Give back, exactly as written, the lines from the beginning of the listing through the one that contains "height:3.5px; margin:-1.75px; padding:0".

═════ SUPPLIED MATERIAL

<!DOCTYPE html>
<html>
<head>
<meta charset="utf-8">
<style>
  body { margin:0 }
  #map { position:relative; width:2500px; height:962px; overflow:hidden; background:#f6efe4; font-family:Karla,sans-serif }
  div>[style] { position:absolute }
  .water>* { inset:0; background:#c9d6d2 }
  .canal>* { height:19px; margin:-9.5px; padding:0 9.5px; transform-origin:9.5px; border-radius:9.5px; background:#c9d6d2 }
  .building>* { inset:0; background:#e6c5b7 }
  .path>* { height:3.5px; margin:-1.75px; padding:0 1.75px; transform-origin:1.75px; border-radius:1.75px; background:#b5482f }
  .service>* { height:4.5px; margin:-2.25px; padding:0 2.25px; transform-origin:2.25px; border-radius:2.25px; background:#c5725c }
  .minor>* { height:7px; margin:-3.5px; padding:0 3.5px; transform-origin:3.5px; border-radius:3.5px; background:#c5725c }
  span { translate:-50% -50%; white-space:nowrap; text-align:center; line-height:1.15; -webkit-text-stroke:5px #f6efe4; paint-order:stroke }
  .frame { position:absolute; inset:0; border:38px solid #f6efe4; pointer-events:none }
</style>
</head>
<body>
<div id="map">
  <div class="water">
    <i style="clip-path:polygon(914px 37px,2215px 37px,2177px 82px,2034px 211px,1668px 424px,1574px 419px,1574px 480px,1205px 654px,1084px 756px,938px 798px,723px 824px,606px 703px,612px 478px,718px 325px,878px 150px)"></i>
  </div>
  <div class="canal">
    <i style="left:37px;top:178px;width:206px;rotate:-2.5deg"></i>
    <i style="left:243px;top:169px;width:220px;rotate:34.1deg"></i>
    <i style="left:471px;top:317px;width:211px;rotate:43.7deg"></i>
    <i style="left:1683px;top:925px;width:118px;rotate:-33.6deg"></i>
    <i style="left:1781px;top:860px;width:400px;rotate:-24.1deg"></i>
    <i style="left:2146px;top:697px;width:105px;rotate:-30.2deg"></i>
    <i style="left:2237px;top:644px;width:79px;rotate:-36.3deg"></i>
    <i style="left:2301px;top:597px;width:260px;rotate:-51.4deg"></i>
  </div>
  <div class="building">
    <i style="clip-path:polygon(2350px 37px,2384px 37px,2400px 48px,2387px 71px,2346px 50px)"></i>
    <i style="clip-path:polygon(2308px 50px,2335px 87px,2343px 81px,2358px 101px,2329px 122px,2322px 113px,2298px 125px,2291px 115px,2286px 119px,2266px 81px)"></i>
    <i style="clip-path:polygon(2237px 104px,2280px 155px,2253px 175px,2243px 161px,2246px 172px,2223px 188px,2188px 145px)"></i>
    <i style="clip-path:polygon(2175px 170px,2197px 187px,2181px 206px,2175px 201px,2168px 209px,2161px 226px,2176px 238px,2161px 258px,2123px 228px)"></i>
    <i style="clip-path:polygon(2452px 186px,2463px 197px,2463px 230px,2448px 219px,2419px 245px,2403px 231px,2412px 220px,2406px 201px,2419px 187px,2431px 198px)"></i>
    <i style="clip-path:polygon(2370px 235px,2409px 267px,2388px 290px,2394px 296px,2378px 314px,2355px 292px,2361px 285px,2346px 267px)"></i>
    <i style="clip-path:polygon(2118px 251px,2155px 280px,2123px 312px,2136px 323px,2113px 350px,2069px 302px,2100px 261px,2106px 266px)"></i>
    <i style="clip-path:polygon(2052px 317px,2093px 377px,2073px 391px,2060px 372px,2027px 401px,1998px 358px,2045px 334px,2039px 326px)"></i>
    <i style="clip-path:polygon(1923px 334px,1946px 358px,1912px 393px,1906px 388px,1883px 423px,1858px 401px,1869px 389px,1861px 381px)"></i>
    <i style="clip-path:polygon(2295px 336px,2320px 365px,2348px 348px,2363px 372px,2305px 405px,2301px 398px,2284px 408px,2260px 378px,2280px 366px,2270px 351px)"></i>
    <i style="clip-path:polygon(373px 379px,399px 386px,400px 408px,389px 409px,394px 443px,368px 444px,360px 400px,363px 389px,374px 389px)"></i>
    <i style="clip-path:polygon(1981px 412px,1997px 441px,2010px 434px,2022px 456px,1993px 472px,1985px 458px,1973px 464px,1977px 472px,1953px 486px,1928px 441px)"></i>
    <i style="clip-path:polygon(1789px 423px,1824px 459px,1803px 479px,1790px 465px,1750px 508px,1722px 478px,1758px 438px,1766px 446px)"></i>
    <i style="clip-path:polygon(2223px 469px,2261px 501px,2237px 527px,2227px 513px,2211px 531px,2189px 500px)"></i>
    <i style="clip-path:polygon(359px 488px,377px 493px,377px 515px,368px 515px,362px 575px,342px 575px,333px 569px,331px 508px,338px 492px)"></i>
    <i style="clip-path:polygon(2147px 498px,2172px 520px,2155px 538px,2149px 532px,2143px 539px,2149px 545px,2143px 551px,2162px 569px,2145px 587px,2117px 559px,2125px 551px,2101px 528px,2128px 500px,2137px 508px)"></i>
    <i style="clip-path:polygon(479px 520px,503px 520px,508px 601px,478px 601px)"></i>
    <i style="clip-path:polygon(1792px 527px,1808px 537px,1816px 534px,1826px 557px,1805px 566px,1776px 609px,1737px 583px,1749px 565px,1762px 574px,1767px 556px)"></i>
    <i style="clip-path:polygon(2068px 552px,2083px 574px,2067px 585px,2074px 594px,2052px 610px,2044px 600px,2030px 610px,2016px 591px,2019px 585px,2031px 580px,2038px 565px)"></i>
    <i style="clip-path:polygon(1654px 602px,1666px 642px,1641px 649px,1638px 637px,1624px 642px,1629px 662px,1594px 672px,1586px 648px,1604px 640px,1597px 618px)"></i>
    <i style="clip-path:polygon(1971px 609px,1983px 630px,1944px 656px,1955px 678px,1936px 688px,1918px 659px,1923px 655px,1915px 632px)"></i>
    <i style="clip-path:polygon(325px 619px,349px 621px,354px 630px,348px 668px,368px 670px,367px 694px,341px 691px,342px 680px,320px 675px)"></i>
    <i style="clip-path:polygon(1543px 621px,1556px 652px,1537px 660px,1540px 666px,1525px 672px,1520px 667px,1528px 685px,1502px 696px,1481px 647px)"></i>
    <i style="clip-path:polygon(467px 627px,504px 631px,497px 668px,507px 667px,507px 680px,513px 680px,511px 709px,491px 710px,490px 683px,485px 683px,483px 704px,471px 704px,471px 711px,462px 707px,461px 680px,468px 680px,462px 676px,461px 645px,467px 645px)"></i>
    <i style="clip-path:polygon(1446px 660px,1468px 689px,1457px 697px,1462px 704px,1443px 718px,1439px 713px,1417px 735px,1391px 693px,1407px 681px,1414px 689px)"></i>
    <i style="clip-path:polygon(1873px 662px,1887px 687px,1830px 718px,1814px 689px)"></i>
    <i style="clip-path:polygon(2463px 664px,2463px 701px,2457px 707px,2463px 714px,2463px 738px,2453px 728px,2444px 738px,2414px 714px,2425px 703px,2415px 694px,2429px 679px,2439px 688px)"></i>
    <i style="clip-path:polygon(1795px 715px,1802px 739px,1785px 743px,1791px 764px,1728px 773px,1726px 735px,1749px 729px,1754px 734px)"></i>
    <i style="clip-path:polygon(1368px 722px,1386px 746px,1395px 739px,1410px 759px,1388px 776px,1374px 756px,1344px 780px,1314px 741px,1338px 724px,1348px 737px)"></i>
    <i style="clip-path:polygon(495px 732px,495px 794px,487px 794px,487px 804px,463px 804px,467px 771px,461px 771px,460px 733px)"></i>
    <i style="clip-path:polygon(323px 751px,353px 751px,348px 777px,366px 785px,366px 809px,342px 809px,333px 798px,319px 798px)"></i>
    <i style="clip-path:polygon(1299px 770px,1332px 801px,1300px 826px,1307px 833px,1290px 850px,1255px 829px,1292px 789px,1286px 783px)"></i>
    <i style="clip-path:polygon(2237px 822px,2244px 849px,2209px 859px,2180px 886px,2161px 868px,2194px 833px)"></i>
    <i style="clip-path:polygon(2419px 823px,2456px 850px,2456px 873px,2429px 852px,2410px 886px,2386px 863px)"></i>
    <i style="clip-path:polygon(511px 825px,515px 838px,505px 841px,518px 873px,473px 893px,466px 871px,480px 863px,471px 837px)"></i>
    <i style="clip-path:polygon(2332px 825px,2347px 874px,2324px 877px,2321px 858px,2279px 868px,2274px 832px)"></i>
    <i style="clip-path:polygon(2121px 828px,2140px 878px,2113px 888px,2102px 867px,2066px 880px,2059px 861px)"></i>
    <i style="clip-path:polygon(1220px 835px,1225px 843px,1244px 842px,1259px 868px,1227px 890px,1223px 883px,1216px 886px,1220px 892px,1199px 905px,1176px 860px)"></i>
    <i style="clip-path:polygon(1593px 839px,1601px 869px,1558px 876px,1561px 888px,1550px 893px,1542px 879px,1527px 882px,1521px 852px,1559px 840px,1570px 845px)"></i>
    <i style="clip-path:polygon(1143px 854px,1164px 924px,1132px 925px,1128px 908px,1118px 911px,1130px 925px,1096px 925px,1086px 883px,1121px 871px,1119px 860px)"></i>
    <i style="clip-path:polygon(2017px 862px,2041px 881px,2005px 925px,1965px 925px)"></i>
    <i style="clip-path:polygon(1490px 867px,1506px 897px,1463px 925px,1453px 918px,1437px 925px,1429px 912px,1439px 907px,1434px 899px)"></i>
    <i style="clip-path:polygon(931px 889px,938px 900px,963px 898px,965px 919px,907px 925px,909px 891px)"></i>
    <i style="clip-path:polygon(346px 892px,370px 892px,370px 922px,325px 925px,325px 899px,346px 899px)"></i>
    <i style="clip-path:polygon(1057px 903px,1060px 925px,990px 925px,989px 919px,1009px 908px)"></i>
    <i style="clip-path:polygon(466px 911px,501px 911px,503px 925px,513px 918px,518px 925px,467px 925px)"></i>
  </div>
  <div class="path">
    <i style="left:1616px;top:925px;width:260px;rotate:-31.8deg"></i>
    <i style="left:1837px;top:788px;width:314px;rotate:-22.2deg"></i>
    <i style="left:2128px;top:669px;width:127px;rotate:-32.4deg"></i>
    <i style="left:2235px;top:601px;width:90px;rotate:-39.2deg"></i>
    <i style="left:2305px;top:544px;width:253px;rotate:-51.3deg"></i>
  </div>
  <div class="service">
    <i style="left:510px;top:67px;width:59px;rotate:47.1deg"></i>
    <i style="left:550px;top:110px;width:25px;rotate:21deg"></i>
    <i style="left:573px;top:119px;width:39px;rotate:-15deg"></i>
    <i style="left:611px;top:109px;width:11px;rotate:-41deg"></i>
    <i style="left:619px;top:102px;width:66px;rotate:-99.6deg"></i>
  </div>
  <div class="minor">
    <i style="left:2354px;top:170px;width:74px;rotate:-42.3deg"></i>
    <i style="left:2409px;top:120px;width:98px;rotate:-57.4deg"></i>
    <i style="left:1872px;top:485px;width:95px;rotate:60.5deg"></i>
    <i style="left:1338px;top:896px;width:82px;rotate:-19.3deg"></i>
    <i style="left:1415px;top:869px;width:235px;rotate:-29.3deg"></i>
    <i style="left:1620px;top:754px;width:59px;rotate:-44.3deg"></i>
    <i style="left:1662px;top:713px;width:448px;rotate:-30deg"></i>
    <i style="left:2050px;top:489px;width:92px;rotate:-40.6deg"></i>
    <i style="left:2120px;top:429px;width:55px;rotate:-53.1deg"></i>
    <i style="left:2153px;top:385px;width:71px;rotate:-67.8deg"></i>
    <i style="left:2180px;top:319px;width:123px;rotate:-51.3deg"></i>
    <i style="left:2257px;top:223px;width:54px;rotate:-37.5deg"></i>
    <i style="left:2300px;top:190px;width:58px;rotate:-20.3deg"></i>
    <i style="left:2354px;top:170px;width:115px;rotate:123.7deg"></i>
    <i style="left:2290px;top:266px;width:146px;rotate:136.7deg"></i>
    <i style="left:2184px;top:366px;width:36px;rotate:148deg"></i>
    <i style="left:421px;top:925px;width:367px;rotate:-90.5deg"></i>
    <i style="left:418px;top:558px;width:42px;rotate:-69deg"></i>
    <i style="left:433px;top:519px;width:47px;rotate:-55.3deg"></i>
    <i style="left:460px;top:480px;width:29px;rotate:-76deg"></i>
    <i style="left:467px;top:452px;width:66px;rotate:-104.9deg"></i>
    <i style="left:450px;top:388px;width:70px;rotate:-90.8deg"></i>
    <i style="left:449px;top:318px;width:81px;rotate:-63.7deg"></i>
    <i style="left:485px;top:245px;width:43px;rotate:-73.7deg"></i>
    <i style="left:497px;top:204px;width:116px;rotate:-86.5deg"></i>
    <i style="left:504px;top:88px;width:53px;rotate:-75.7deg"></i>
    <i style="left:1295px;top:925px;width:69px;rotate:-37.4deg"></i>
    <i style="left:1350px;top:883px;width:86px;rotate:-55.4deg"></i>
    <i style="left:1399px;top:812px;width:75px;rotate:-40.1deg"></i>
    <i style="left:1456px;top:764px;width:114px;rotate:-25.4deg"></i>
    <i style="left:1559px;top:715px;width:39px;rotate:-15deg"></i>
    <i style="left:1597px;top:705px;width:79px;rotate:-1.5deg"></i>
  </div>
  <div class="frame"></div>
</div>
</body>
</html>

══════════

> **RESPONSE TO THIS EXERCISE**
<!DOCTYPE html>
<html>
<head>
<meta charset="utf-8">
<style>
  body { margin:0 }
  #map { position:relative; width:2500px; height:962px; overflow:hidden; background:#f6efe4; font-family:Karla,sans-serif }
  div>[style] { position:absolute }
  .water>* { inset:0; background:#c9d6d2 }
  .canal>* { height:19px; margin:-9.5px; padding:0 9.5px; transform-origin:9.5px; border-radius:9.5px; background:#c9d6d2 }
  .building>* { inset:0; background:#e6c5b7 }
  .path>* { height:3.5px; margin:-1.75px; padding:0 1.75px; transform-origin:1.75px; border-radius:1.75px; background:#b5482f }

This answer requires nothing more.